Praktische Tipps bei 15,1 °dH

Spülmaschine

Bei 15,1 °dH in Vöhl, Nationalparkgemeinde: Stufe 3 (hart) einstellen. Regeneriersalz regelmäßig nachfüllen, Klarspüler-Dosierung erhöhen. Entkalkung alle 1-2 Monate.

Waschmaschine

Waschmittel nach der höchsten Dosierungsangabe auf der Packung dosieren. Enthärter-Tab empfohlen, um Kalkablagerungen vorzubeugen.

Wasserkocher

Alle 1-2 Wochen entkalken. Essigwasser (1:1) oder Zitronensäure verwenden. Sichtbare Kalkablagerungen sind bei diesem Härtegrad normal.

Kaffeemaschine

Wasserhärte auf die höchste Stufe einstellen. Monatliche Entkalkung empfohlen.
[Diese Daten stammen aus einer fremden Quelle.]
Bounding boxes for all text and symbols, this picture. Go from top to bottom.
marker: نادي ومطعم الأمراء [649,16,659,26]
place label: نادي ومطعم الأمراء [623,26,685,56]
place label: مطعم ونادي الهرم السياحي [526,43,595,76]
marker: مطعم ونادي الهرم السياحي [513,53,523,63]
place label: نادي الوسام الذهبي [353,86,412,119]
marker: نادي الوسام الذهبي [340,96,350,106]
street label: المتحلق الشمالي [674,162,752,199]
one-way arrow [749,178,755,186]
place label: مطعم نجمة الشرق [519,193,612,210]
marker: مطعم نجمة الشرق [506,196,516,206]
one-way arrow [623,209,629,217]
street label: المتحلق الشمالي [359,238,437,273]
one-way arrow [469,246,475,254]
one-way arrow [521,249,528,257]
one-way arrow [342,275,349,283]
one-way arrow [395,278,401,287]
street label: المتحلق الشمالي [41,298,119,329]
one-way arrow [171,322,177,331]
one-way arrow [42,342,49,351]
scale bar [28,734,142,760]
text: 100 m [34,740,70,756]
Ein Wasserfilter verbessert den Geschmack und schützt die Maschine.

Aquarium

Gut geeignet für Malawi- und Tanganjika-Cichliden, Guppys und Endler. Für Weichwasser-Arten Osmosewasser beimischen.

Zimmerpflanzen

Kalkempfindliche Pflanzen (Orchideen, Azaleen, Hortensien) mit Regenwasser gießen. Robuste Pflanzen wie Grünlilien vertragen hartes Wasser gut.

Baby & Säuglingsnahrung

Das Leitungswasser ist gesundheitlich unbedenklich, der hohe Kalkgehalt kann aber den Geschmack beeinflussen. Für Säuglingsnahrung empfiehlt es sich, einen Tischfilter zu verwenden oder auf stilles Mineralwasser mit dem Hinweis „geeignet für Säuglingsnahrung“ zurückzugreifen.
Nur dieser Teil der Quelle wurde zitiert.